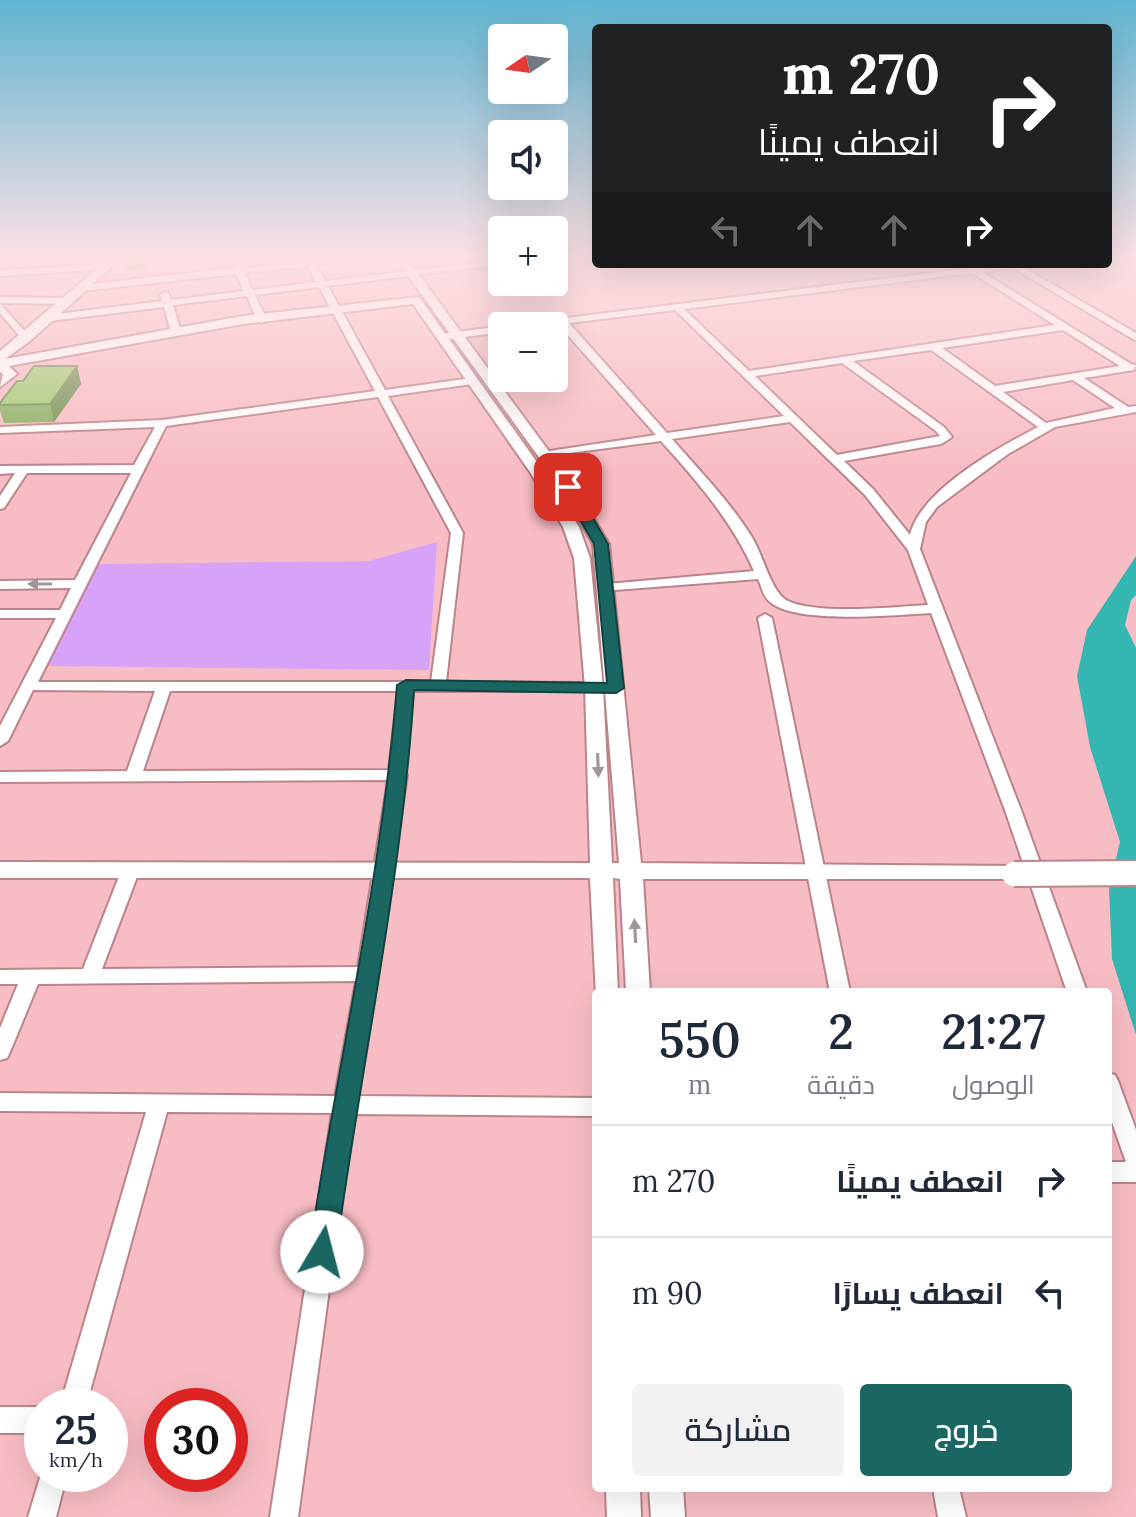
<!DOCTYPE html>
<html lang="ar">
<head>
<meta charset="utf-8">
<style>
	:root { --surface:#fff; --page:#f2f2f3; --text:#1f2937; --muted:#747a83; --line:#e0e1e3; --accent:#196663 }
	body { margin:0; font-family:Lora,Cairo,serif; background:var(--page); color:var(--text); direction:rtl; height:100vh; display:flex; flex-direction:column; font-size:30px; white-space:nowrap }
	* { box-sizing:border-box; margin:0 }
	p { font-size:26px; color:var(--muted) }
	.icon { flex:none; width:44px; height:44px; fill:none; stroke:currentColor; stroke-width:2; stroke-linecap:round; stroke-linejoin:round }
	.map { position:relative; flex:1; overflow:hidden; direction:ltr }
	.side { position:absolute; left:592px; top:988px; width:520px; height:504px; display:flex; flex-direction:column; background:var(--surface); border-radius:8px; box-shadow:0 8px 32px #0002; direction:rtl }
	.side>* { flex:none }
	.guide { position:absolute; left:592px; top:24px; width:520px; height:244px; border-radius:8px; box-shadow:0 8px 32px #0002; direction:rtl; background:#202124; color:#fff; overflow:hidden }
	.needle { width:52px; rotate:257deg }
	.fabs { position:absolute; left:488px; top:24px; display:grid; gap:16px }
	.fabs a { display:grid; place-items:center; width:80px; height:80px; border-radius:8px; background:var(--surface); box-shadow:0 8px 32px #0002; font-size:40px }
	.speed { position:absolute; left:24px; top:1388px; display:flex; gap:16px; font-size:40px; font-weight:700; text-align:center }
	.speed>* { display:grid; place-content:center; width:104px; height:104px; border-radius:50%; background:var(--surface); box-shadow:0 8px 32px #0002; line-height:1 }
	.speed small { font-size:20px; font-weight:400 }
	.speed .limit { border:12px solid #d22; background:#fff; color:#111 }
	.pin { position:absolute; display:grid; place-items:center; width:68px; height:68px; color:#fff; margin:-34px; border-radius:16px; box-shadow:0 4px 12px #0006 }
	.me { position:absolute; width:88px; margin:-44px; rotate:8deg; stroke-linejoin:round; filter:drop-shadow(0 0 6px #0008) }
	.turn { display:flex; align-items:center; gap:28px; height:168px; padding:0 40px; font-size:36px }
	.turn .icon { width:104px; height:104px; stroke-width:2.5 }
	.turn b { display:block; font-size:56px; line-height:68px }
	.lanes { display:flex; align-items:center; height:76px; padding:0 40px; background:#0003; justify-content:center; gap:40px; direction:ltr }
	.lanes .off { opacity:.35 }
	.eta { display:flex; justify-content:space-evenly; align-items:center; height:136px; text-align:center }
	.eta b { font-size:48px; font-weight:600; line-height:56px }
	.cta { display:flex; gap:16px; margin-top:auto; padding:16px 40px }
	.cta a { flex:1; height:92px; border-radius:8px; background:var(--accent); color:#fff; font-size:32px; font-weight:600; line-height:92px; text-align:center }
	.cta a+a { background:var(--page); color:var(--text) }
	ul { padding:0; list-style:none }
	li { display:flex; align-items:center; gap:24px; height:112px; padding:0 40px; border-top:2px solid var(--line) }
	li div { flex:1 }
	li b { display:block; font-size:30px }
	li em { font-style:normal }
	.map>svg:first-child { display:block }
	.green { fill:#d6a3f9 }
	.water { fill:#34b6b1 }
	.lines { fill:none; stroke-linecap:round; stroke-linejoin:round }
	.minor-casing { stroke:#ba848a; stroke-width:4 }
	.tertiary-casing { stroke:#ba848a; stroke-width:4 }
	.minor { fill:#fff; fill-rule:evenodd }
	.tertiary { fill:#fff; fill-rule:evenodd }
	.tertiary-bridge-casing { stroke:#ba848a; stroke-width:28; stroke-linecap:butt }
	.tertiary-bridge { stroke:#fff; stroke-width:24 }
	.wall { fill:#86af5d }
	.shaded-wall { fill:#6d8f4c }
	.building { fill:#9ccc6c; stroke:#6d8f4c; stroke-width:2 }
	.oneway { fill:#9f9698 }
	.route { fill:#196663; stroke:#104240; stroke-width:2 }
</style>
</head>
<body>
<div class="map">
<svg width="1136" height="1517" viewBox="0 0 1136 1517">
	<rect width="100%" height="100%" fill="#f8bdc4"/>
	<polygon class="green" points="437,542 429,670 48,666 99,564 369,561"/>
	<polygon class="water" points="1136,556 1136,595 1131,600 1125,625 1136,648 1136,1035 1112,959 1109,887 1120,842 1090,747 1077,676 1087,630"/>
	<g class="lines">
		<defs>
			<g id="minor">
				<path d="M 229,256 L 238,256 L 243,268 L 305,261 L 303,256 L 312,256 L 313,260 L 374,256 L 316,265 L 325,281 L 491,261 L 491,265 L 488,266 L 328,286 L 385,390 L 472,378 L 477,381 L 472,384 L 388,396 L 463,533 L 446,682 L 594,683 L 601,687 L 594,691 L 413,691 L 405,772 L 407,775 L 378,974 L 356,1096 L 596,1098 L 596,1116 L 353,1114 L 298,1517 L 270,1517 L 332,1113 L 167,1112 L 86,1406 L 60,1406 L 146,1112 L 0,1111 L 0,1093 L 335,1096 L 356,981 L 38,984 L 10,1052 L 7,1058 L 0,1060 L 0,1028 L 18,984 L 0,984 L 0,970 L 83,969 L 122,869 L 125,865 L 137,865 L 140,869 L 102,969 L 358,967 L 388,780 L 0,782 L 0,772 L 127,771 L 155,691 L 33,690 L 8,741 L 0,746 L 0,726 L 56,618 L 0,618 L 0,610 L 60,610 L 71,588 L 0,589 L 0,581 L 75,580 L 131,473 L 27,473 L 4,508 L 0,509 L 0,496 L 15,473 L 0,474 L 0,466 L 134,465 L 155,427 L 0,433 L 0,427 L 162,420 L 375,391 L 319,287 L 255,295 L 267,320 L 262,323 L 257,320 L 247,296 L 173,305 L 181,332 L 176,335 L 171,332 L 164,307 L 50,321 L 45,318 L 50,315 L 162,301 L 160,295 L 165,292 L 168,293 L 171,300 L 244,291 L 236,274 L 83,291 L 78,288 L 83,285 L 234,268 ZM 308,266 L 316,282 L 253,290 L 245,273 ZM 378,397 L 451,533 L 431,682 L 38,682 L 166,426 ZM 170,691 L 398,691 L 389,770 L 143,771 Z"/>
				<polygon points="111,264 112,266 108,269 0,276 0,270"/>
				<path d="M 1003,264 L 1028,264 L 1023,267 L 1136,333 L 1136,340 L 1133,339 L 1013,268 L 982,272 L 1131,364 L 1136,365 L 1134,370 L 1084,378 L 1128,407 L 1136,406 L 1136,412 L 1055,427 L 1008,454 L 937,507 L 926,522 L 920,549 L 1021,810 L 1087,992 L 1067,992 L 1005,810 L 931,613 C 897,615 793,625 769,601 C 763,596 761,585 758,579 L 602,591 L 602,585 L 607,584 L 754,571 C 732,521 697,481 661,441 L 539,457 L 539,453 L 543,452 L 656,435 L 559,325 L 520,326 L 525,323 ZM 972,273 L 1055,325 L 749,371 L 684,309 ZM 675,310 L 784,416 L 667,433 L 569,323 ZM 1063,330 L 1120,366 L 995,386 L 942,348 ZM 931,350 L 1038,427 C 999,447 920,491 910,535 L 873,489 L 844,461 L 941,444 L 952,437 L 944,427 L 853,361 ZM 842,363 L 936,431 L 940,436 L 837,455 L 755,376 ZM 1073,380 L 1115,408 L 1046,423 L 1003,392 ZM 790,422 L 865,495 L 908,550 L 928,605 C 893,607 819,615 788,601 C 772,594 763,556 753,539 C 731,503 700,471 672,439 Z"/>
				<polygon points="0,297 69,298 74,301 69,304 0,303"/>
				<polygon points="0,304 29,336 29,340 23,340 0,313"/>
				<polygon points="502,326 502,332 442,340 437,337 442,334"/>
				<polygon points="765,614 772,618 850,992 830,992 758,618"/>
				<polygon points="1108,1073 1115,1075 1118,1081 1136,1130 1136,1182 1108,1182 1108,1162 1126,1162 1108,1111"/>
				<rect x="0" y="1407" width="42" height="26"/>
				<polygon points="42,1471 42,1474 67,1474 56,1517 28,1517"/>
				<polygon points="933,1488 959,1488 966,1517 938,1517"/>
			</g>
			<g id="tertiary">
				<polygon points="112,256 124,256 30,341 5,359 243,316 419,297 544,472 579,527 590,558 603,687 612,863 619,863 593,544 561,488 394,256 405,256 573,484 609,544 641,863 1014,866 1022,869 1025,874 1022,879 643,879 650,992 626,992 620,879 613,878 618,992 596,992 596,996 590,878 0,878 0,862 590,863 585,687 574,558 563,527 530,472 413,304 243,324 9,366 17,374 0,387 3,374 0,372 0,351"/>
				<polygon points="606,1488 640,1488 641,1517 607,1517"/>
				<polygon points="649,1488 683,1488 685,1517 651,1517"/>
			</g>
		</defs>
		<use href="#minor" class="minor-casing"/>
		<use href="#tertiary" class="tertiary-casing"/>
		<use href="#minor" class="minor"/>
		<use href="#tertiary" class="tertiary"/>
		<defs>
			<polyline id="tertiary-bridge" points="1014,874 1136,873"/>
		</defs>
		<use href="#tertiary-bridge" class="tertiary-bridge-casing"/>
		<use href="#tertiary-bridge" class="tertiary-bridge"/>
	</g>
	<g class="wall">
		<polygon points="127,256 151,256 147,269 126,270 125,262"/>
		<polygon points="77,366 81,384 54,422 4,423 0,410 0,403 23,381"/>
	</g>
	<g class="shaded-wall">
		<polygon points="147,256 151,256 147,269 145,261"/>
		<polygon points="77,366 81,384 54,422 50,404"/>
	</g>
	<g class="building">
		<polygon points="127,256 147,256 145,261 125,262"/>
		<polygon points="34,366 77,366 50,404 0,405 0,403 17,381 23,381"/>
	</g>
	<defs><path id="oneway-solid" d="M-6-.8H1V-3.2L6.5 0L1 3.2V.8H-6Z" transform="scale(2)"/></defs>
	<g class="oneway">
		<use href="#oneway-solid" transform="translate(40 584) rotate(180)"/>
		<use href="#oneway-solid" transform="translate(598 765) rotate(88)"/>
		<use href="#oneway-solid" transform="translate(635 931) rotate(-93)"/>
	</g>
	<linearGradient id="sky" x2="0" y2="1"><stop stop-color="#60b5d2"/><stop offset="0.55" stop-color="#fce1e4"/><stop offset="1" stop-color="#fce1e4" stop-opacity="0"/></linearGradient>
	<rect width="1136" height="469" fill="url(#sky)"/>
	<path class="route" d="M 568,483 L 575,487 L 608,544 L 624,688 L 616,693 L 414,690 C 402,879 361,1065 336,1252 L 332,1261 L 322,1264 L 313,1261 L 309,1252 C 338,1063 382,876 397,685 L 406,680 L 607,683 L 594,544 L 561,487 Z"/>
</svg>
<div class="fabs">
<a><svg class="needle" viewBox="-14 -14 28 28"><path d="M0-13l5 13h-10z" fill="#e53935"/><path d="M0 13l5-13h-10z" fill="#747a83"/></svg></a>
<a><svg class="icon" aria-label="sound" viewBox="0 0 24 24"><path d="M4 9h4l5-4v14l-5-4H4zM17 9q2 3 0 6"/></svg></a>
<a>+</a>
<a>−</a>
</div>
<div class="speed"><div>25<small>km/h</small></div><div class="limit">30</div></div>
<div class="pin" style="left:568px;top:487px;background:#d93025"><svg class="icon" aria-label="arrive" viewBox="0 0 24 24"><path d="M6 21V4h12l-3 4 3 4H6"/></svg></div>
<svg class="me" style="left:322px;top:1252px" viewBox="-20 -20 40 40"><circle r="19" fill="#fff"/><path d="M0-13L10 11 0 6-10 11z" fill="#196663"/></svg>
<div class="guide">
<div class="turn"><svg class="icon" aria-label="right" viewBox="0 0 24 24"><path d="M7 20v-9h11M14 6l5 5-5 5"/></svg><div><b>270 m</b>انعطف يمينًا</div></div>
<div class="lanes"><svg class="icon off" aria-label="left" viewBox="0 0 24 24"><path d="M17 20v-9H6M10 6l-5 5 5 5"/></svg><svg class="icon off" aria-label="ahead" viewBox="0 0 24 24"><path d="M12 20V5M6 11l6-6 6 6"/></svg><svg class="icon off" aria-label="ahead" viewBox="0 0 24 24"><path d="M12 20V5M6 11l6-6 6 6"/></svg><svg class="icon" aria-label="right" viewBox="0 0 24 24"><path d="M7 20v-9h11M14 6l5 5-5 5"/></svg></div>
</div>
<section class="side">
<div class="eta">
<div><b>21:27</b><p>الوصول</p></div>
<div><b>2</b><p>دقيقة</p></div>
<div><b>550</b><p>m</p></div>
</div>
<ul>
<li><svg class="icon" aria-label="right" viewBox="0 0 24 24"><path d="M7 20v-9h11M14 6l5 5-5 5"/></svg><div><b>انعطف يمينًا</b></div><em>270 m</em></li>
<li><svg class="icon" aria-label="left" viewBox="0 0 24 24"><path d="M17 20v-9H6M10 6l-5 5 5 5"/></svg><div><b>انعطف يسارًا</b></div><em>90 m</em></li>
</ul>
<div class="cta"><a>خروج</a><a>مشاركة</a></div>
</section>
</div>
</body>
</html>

DIRECTIONS » Among the lines of the preceding listing, tally those that include "route"; reply with the number alone.

ANSWER » 2